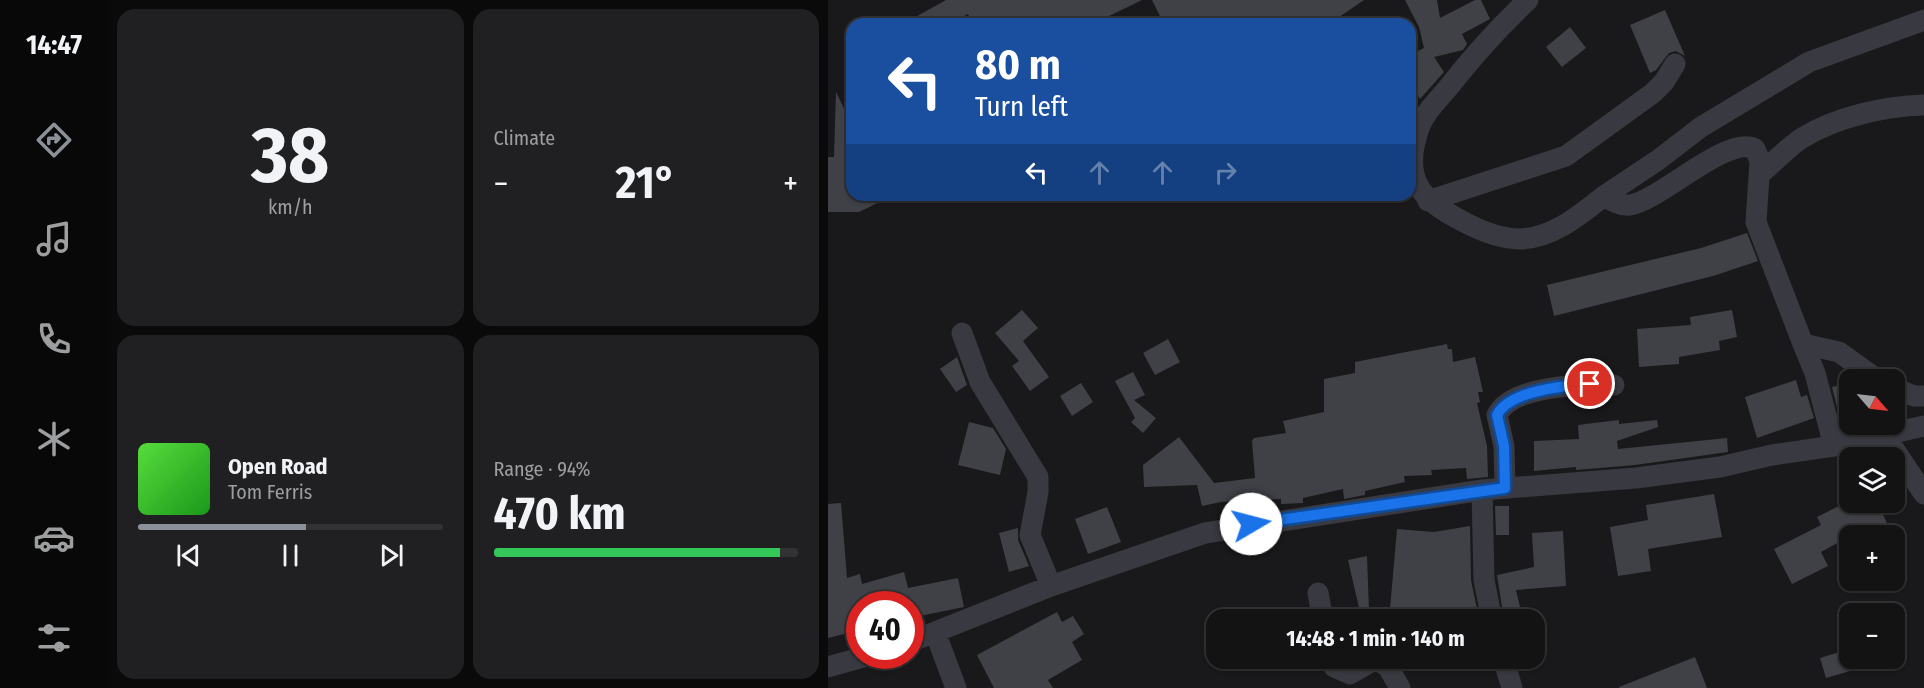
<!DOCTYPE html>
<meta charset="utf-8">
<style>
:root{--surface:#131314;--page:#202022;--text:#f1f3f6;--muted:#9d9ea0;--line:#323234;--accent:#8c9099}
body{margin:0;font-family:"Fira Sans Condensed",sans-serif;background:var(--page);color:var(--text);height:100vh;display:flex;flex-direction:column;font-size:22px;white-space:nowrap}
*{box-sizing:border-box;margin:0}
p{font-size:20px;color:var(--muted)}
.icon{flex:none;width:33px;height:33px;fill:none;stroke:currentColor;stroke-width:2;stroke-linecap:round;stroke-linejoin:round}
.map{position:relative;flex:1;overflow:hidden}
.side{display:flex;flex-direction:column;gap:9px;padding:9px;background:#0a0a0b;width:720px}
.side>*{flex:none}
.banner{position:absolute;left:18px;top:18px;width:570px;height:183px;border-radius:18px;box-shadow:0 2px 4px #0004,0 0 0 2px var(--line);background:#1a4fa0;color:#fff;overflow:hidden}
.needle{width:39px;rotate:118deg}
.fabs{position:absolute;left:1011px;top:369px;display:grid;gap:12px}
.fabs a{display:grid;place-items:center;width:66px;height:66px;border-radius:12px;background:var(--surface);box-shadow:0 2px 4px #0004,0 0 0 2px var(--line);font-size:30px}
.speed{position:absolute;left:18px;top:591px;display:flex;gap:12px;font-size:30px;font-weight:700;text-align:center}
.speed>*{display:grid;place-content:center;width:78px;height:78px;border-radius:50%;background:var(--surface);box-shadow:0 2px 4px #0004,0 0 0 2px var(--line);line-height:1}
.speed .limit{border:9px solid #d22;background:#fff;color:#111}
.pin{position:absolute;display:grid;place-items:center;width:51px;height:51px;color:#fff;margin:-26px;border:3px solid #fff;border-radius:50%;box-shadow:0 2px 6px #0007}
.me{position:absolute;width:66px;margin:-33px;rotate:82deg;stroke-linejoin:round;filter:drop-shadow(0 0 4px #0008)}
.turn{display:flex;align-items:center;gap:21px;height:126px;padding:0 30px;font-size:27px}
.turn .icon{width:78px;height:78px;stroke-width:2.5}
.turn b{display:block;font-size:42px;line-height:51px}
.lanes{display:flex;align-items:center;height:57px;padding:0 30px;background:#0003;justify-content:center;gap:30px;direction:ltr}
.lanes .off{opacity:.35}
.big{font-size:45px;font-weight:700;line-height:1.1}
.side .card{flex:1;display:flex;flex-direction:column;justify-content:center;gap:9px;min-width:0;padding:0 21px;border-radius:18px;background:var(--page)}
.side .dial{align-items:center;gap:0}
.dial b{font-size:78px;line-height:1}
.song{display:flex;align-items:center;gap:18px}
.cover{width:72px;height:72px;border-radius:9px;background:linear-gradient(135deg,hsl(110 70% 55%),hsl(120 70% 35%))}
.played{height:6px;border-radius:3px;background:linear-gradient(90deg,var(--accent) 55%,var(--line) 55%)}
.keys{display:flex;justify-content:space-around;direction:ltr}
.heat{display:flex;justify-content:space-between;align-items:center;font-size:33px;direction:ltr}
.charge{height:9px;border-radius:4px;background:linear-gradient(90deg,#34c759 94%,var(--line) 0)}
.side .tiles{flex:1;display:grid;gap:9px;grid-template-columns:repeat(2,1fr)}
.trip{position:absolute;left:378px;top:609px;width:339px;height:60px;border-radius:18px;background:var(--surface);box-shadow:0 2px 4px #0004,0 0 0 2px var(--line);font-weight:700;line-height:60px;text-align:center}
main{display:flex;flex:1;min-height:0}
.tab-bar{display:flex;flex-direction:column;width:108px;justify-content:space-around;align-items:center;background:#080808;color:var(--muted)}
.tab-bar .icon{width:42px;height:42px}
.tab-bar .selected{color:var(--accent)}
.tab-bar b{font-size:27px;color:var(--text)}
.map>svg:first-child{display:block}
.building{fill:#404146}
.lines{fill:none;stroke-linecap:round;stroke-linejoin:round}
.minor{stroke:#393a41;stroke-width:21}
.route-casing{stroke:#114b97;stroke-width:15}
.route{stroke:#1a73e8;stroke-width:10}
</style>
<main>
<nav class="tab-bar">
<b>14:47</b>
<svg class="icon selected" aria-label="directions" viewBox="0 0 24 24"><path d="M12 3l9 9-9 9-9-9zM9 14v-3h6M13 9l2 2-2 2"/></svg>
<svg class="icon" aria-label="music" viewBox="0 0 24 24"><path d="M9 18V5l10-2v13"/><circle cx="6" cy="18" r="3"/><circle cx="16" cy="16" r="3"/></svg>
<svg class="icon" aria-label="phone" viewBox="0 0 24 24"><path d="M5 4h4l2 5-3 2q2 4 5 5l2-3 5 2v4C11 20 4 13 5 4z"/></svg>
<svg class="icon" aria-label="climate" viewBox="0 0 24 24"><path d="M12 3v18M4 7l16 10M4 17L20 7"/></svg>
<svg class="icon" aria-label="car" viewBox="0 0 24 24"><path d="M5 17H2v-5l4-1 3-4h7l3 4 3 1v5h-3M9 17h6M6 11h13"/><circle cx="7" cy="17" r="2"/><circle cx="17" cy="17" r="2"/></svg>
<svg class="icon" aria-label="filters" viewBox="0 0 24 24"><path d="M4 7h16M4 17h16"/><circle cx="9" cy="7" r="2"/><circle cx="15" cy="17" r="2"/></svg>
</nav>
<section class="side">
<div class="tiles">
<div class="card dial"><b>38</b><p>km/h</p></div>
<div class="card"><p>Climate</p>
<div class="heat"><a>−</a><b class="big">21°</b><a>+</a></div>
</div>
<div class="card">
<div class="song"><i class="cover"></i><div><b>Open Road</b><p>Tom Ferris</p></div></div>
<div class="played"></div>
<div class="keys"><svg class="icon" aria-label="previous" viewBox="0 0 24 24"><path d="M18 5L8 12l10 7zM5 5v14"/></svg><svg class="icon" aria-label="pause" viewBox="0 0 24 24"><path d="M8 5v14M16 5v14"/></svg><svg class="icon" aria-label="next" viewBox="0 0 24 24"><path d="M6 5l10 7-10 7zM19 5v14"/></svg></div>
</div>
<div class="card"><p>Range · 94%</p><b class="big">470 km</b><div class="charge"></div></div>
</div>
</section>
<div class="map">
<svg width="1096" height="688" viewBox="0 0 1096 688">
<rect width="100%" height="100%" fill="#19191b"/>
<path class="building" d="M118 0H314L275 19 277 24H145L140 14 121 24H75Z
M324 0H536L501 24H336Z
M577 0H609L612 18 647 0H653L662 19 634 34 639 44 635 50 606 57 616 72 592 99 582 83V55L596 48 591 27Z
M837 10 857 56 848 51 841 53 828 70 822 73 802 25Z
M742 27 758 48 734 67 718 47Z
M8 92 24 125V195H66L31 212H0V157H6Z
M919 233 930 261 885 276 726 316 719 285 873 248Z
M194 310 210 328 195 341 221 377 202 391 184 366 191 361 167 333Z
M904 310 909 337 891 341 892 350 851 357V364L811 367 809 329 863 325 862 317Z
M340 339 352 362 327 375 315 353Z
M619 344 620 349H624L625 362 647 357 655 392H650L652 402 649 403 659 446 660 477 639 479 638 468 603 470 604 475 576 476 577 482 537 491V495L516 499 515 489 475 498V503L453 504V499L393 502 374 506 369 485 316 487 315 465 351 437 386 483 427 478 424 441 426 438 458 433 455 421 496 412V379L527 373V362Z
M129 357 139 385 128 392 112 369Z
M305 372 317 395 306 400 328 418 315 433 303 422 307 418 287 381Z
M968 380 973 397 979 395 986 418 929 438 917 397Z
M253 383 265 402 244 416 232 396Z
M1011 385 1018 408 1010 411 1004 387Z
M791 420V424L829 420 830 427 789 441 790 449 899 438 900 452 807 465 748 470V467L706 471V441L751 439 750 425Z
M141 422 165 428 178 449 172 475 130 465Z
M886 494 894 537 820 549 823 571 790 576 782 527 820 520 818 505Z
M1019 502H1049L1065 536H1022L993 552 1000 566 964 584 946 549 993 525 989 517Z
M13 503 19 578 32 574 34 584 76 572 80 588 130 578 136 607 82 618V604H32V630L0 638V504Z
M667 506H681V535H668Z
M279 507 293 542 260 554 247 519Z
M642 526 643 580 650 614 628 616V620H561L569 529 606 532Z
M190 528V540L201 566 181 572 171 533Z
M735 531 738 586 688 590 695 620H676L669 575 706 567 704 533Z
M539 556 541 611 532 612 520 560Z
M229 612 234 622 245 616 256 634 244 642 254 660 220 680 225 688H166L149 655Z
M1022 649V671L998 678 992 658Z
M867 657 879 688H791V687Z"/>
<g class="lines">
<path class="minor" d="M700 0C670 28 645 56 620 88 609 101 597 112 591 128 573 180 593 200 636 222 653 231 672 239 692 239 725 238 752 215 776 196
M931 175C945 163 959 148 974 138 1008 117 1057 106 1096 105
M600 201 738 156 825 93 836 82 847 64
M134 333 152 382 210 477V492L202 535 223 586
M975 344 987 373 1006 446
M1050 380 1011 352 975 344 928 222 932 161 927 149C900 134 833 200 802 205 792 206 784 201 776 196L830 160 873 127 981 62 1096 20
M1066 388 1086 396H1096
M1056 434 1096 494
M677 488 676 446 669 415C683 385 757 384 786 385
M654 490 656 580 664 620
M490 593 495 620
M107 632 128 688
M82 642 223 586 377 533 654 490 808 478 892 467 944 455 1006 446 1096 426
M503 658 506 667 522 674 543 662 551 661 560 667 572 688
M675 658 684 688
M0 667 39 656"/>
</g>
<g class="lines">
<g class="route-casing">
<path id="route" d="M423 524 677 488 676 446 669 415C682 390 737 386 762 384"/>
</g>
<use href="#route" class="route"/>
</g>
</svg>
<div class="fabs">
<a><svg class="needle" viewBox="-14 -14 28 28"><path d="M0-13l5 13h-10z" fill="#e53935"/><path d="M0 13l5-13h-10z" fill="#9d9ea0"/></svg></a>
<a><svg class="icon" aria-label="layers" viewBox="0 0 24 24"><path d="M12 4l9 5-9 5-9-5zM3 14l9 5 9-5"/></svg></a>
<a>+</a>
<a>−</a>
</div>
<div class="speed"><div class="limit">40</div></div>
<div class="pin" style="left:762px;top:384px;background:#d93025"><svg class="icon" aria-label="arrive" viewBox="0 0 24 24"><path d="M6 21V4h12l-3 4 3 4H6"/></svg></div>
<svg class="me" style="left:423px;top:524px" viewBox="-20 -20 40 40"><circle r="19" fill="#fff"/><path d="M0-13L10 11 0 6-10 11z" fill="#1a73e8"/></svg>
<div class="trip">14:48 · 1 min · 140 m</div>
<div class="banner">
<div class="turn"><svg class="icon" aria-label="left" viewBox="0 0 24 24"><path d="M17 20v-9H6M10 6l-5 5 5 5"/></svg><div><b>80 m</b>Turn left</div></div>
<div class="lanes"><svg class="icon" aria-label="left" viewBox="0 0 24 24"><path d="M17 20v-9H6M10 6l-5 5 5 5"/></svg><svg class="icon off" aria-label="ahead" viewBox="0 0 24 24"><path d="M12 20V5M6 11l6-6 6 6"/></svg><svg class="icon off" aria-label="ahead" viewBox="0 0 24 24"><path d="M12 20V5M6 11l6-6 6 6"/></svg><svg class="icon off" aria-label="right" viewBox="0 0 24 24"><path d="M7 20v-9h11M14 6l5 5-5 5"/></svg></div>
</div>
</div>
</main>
···
§ **Work to complete**: Look through the records above for the string "overflow", then copy every line that has it.

§ **Task response**:
.map{position:relative;flex:1;overflow:hidden}
.banner{position:absolute;left:18px;top:18px;width:570px;height:183px;border-radius:18px;box-shadow:0 2px 4px #0004,0 0 0 2px var(--line);background:#1a4fa0;color:#fff;overflow:hidden}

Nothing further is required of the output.